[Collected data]
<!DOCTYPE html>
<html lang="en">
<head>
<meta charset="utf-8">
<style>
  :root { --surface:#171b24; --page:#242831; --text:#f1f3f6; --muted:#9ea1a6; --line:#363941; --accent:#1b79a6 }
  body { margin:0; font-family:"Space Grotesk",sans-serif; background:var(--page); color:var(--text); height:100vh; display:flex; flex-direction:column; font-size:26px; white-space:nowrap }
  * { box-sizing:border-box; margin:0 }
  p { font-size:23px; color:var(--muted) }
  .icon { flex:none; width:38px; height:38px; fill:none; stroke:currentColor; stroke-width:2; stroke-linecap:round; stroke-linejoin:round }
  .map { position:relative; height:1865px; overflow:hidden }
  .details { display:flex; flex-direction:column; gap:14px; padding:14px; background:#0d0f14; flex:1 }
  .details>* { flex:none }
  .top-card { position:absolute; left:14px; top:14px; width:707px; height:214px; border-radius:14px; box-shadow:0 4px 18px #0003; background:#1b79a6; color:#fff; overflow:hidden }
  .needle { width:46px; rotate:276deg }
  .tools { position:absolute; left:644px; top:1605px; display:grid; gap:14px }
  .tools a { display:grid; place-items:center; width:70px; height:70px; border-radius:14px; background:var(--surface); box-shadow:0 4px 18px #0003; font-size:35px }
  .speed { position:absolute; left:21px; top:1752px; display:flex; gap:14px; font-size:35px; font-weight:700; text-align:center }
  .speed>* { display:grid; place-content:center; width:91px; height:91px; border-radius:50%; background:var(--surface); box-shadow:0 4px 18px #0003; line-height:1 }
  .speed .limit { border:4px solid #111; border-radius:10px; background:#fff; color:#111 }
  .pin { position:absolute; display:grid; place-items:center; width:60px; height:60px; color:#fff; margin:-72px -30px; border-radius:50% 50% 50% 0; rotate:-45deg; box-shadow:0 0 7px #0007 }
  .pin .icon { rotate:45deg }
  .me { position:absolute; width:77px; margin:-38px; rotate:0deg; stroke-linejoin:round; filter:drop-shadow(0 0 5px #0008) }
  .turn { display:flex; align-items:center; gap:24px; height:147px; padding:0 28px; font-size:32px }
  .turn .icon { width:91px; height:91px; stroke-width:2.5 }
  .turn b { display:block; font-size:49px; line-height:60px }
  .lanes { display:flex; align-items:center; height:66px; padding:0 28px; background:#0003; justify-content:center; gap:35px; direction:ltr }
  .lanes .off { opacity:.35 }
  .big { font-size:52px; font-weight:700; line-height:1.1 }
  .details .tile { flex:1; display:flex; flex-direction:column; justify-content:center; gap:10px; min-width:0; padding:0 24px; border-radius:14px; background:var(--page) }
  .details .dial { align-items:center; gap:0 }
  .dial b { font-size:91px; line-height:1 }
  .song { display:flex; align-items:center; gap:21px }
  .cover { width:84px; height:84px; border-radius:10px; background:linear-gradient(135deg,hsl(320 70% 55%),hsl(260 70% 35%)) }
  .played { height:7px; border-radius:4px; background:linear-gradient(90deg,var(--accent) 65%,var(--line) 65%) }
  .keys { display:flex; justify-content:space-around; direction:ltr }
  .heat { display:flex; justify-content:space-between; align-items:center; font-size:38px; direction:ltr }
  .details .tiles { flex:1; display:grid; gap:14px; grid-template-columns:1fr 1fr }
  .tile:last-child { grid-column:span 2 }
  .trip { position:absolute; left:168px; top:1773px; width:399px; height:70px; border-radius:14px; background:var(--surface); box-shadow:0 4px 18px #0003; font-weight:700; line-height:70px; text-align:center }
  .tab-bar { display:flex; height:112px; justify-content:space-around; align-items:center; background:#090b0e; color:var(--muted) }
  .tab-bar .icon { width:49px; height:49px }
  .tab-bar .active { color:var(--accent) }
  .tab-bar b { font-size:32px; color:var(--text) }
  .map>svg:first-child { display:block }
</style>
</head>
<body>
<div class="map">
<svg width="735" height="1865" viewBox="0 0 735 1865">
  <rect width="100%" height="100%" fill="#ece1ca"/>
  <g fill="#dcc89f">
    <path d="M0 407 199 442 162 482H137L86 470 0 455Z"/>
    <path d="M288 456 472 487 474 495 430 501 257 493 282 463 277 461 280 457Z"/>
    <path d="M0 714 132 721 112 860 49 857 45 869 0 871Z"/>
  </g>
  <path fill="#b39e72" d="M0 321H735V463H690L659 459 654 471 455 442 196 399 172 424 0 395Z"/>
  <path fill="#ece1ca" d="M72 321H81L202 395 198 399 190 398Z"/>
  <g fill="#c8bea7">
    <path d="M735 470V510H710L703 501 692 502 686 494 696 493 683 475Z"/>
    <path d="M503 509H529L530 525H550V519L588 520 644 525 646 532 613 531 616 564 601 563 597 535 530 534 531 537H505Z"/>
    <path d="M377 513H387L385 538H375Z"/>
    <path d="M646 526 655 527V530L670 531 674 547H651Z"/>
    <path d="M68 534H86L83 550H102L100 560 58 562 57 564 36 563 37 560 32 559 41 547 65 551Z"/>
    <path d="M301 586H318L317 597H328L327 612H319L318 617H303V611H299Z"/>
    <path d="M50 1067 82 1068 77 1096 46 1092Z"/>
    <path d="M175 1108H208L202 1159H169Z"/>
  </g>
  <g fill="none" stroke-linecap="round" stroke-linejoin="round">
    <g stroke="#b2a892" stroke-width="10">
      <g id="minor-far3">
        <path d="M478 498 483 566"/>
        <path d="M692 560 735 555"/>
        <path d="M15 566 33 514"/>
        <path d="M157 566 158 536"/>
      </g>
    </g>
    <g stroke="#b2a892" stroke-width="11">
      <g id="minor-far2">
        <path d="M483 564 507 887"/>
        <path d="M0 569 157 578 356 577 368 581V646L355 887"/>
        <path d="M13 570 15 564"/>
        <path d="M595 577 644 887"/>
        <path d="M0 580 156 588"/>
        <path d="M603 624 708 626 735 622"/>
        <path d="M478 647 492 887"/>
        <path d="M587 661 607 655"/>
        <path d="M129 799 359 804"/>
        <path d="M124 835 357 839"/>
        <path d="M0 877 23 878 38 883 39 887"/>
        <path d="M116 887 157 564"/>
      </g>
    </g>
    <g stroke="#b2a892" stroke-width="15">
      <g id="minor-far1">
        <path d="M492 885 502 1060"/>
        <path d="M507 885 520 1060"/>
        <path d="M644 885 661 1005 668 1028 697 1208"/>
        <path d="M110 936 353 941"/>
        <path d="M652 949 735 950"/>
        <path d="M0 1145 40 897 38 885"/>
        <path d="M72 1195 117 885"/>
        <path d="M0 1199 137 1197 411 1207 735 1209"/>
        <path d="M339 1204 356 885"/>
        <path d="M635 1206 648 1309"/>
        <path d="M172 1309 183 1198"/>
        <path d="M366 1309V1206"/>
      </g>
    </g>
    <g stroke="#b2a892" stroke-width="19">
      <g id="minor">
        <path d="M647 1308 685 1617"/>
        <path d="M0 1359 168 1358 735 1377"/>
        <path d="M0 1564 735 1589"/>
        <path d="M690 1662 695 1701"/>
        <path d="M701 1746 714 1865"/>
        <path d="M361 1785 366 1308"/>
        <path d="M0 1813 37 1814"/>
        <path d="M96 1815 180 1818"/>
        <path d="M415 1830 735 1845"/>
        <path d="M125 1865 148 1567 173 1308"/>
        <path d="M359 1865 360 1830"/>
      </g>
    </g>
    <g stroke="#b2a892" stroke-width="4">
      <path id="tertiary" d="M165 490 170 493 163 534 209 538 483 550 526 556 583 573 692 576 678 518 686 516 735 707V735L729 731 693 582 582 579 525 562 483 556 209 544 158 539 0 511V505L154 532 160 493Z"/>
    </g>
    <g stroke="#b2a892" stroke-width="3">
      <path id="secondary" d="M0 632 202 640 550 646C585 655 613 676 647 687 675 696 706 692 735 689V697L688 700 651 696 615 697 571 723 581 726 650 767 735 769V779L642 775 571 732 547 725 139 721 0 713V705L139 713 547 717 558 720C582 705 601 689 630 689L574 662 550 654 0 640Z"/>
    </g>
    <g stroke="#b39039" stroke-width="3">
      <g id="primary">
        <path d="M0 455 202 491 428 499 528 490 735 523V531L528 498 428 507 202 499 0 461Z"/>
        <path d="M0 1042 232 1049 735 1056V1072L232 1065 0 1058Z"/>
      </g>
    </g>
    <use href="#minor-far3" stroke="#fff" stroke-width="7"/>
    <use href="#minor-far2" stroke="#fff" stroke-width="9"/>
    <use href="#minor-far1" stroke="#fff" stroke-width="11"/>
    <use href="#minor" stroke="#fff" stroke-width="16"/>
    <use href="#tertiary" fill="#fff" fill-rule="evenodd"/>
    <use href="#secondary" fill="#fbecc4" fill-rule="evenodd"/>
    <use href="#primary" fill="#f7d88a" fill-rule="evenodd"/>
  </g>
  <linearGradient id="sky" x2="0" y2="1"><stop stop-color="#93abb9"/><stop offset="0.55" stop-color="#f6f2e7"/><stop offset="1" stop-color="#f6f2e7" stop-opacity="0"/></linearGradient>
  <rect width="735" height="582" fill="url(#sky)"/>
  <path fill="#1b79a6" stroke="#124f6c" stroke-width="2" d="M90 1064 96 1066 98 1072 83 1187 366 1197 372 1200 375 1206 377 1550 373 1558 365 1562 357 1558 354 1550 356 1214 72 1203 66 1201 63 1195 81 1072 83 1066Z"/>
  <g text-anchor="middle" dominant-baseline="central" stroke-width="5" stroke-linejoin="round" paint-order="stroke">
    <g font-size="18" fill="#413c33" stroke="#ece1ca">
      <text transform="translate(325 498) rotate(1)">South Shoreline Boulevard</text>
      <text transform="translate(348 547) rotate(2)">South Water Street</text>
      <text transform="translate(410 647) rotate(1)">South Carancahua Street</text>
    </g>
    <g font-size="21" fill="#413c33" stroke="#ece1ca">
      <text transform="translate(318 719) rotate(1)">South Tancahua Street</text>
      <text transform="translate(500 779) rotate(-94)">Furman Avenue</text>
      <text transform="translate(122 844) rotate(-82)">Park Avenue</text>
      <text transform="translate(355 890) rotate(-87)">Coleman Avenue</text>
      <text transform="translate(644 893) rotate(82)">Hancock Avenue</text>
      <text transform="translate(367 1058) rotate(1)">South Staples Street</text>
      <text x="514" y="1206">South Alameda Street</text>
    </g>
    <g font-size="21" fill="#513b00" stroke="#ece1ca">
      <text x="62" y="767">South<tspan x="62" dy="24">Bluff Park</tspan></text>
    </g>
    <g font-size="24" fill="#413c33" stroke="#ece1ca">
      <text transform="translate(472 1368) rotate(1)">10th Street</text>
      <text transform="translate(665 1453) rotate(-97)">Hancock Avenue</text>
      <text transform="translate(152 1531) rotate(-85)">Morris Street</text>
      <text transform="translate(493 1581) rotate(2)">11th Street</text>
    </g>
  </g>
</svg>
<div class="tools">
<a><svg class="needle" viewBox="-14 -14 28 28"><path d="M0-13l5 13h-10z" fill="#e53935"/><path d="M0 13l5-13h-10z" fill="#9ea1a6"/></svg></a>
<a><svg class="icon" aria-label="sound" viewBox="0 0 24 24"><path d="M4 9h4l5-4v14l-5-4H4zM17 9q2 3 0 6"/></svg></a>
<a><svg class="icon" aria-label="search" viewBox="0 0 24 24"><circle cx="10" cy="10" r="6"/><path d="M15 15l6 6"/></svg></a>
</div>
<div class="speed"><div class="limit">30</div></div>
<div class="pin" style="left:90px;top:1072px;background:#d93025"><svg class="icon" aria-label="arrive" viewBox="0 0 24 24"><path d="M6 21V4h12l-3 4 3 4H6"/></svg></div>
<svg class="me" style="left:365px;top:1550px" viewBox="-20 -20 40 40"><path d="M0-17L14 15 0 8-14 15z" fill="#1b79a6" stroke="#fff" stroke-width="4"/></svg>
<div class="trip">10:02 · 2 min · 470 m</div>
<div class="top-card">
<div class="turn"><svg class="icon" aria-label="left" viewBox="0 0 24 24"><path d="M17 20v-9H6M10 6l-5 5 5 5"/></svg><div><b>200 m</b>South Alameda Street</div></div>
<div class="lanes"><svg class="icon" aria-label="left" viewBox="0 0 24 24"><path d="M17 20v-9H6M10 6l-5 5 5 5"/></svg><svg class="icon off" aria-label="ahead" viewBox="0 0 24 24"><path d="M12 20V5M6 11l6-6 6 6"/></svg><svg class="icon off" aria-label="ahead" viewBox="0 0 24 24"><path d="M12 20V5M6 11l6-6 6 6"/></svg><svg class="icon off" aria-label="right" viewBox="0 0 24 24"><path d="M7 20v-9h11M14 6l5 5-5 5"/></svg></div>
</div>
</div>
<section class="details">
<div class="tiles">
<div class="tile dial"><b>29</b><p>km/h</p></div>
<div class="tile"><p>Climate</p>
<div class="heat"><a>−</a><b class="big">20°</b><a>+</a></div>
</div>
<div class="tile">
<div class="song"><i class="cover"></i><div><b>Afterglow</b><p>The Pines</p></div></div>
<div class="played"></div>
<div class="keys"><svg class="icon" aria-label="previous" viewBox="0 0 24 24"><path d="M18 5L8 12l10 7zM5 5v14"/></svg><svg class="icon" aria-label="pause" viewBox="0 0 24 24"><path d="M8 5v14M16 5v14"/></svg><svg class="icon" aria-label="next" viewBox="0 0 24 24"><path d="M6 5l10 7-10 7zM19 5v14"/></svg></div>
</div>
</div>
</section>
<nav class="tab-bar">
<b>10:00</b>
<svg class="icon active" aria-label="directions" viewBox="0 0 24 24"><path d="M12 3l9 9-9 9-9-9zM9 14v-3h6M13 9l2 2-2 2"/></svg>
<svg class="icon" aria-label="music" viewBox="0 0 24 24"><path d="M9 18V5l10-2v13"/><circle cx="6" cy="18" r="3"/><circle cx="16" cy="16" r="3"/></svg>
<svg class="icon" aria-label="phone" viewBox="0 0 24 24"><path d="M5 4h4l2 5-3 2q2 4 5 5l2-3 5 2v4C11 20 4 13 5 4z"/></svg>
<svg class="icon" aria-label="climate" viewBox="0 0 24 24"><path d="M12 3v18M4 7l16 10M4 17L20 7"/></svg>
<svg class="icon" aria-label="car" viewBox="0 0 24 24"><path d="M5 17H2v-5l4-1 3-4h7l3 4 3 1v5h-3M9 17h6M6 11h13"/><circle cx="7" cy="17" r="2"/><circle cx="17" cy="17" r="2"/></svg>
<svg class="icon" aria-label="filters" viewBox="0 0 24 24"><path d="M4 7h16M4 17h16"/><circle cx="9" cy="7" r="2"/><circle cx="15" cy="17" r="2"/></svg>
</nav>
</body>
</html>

▸ Aim of the exercise
Among the lines of the data above, count those containing the word "heat" and report the total alone.

▸ Exercise answer
2